ABD Soçi’de neden yoktu?
Suriye'deki savaşın en önemli hedefi Türkiye'nin dönüştürülmesiydi. Ancak bunu başaramadılar. Devreye sokulan bütün tezgâhlar akamete uğradı. Özellikle ezberleri bozan Fırat Kalkanı operasyonu...
Suriye'deki savaşın en önemli hedefi Türkiye'nin dönüştürülmesiydi. Ancak bunu başaramadılar.
Devreye sokulan bütün tezgâhlar akamete uğradı. Özellikle ezberleri bozan Fırat Kalkanı operasyonu, yabancı sponsorlu terörizmi deşifre ederek DEAŞ'ın sonunu getirdi.
Rusya ve İran ile başlatılan Astana süreci ve Soçi zirveleri de 'Taqsim Souria' denilen 'balkanlaştırma' senaryolarını çökertti.
Emperyal akıl artık YPG/PYD tarzı yerli taşeronlarla çalışmaya başlayacak. Yeni dönemde ABD özellikle Deyre'z Zor'u 'Berlin Duvarı' yapıp Suriye'yi Fırat'ın Doğusu ve Batısı diye bölme planını hayata geçirmeye çalışacaktır.
Bu yüzden bütün güçlerini doğrudan Astana ve Soçi'de aktif rol alarak sahada hâkimiyet sağlayan Rusya, İran ve Türkiye ittifakına yöneltecektir.
Bundan sonra ABD, Türkiye'ye yönelik saldırılarını tırmandıracaktır.
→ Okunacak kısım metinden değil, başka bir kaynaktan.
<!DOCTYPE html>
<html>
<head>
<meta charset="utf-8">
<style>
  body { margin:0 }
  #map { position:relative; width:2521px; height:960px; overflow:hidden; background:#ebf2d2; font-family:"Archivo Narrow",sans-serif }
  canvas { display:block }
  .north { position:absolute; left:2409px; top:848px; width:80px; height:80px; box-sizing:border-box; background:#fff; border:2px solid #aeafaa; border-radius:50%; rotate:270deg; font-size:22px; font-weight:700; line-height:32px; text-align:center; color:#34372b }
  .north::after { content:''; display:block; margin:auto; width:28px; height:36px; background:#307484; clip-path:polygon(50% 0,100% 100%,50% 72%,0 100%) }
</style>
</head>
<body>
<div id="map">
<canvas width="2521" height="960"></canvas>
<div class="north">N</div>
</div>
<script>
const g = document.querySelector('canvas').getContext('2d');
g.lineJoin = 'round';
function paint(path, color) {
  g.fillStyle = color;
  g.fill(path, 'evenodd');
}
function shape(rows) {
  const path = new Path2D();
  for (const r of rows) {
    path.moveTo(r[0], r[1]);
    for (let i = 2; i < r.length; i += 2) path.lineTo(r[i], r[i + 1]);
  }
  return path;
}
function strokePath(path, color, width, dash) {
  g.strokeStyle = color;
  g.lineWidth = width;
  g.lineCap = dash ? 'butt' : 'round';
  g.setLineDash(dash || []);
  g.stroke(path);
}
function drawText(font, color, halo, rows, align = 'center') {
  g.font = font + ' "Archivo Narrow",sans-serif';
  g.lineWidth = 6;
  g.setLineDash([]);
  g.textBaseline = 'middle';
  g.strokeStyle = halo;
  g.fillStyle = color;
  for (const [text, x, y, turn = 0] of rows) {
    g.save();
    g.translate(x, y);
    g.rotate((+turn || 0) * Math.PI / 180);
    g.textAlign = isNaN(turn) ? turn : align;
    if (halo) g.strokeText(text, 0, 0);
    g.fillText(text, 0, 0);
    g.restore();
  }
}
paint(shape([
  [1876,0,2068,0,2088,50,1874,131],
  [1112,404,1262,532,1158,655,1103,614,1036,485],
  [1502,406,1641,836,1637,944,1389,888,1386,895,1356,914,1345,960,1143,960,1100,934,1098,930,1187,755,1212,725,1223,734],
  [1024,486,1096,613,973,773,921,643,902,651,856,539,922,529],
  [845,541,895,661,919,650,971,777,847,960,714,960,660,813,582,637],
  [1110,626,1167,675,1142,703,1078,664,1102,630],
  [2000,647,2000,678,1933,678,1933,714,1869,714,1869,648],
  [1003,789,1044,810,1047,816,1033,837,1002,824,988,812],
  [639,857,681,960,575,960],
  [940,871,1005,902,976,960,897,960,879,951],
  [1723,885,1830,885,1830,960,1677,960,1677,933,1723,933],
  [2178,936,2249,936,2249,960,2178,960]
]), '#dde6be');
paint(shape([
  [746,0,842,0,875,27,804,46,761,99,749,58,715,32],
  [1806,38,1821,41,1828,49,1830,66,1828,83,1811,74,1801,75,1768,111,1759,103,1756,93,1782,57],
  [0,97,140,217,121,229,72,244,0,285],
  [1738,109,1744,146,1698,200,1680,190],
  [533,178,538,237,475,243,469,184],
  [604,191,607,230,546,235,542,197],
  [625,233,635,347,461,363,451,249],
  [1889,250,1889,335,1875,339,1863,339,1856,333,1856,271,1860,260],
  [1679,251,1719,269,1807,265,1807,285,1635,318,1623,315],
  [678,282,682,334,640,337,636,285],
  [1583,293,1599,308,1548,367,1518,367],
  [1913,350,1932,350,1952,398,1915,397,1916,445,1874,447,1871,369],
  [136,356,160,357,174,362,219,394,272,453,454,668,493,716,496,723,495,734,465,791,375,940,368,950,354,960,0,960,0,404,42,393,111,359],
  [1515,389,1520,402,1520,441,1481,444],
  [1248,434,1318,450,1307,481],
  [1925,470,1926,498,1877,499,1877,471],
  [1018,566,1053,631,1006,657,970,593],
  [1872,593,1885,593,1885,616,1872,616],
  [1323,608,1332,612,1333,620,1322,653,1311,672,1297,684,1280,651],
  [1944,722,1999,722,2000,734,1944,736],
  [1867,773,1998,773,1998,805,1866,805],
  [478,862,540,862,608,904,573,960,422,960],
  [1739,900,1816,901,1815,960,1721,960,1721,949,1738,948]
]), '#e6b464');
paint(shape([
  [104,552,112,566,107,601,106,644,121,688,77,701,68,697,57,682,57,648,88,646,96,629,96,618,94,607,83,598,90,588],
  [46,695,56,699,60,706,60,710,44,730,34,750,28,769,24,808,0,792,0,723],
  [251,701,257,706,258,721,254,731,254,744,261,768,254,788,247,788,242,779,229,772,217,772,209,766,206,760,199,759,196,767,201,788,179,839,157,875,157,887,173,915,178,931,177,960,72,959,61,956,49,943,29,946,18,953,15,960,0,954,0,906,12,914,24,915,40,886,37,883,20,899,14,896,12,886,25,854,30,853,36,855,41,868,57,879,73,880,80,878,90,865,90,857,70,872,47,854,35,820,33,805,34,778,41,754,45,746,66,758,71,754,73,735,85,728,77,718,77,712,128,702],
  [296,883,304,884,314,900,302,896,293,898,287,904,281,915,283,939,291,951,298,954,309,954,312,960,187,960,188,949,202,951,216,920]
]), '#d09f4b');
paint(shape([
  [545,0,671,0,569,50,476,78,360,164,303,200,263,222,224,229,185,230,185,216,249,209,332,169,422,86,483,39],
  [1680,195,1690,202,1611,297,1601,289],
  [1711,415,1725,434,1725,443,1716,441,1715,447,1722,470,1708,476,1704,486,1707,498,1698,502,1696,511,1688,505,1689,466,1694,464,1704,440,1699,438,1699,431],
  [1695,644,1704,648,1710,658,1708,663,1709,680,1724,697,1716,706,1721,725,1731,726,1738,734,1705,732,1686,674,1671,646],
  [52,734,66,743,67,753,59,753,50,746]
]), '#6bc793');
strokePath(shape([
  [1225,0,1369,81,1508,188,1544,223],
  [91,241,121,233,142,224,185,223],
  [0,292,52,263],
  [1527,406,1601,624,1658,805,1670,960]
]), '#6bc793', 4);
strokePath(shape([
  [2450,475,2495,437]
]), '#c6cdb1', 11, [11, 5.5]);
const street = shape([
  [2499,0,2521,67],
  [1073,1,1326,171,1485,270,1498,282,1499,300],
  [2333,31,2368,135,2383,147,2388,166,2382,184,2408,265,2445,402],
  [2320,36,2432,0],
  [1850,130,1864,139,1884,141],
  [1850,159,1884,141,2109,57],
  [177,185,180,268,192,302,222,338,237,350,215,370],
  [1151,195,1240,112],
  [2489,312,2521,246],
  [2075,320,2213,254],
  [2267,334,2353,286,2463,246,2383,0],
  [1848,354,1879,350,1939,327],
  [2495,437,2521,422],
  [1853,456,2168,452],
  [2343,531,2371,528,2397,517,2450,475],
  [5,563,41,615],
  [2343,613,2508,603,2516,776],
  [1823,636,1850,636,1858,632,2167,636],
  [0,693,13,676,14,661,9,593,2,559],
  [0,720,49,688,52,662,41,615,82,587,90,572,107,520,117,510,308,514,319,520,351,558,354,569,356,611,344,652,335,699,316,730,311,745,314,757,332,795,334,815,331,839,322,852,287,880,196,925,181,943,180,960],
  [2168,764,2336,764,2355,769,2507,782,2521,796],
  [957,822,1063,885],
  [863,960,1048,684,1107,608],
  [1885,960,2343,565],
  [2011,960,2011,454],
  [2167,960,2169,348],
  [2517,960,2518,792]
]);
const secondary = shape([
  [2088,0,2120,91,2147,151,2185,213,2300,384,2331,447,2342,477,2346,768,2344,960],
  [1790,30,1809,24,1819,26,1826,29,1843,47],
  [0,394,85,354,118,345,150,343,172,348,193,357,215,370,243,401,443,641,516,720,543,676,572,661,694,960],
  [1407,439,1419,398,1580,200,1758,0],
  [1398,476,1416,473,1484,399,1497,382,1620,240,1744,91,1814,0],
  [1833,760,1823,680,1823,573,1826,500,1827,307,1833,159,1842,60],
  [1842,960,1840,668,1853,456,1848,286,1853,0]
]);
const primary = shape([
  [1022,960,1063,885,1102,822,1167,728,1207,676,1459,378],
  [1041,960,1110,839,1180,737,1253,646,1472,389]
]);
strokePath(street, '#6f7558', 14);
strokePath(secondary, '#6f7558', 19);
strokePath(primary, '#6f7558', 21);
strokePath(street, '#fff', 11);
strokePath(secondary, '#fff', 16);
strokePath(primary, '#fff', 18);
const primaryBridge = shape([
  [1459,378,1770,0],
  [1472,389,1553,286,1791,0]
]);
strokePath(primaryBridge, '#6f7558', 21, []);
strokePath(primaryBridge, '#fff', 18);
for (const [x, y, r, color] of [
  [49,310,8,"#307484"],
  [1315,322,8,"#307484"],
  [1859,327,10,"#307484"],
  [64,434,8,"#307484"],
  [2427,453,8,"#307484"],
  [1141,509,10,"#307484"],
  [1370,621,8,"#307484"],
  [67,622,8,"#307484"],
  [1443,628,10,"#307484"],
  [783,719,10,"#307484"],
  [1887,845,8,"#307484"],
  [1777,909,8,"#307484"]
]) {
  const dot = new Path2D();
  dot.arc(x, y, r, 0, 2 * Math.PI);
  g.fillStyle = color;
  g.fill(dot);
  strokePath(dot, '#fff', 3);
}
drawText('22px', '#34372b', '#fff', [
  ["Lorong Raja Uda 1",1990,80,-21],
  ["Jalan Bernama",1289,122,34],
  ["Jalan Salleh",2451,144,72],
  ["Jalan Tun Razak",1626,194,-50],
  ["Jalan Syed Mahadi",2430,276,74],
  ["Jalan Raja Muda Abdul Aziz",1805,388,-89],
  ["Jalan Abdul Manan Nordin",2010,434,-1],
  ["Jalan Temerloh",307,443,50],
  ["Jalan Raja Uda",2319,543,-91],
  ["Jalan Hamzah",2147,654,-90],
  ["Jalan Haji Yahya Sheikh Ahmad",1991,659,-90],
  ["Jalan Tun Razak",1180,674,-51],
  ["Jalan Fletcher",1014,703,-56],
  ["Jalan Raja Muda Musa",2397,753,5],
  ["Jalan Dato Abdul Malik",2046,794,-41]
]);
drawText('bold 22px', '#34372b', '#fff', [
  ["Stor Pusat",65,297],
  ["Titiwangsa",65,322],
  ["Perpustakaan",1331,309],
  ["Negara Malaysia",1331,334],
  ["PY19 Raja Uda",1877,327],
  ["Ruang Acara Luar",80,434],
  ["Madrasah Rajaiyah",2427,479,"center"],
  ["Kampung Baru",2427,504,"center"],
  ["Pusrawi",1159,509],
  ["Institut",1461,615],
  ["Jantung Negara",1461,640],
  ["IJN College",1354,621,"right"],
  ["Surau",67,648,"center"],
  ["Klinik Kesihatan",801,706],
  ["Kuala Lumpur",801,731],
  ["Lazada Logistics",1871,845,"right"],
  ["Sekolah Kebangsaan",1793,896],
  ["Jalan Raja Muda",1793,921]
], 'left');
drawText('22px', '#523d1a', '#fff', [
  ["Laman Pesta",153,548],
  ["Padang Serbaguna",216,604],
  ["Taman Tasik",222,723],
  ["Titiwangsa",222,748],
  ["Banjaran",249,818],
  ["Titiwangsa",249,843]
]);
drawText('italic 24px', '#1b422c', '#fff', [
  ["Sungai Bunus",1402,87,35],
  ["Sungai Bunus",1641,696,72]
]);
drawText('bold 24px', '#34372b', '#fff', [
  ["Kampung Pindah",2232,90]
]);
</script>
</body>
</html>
Özellikle FETÖ'cülere açıkça yataklık eden Washington, Suriye'de 'terör koridoru' projesi kapsamında YPG'ye verdiği desteği daha da artıracaktır.
Zaten ABD bütün stratejisini PKK'nın Suriye ve Irak'ta YPG/ PYD/ SDF adı altında güçlenmesine odaklamış görünüyor.
Terör örgütü PKK'nın bu iki komşu ülkede mevzi kazanması önümüzdeki beş-on yılda güney sınırlarımızda yeni bir terörist akımının süreceği anlamına gelir.
Bazı tahminlere göre 70 bin PYD/ YPG militanından yaklaşık 5 bininin Türkiye vatandaşı olması, tabloyu daha da vahimleştiriyor.
Suriye'deki denklemden dışlanan ABD, YPG'yi gelecekte Türkiye'ye karşı gücünü aşan siyasi intihar eylemlerine zorlamaktan çekinmeyecektir.
Bu da, askeri önlemler yanında sosyo- kültürel savunma stratejilerini de devreye sokmayı zorunlu hale getiriyor. Zira Türkiye bu tehditleri bertaraf etme dinamiğine sahip olduğunu daha önce defalarca ispatladı.
Nitekim Cumhurbaşkanımız Erdoğan'ın ayrışma ve parçalanma yerine bütünleşme ve kaynaşmayı öne çıkaran Rusya ve İran ile büyük uzlaşı hamlesi, bölgemizle bağlarımızı güçlendirdikçe ayrışma riskini de güçlü şekilde ortadan kaldırıyor.
Çünkü ABD ve İsrail güdümlü projelerle 'özgürleştirilenlerin' bizi ve bölgemizi nasıl ayrıştırıp kaosa sürüklediğini iyi biliyoruz.
Astana görüşmeleriyle başlayan gelenek daha da güçlenerek bölgesel bir norma dönüştü. Bölge ülkeleri ilk kez ABD başta olmak üzere diğer Atlantik güçleri olmadan Suriye ile ilgili çözümlerini görüştü.
Bu inisiyatifin lokomotifi ise kuşkusuz Türk milletinin 15 Temmuz'daki işgal girişimini püskürten iradesidir.
Eğer 15 Temmuz'un bölgemizdeki 'oyunu değiştirici' hamlesi olmasaydı, Soçi zirveleri de olamazdı.
Bu anlamda Suriye'de ülkemizi hedef seçenlere en güzel yanıtı, onları Soçi'de masa dışına iterek verdik.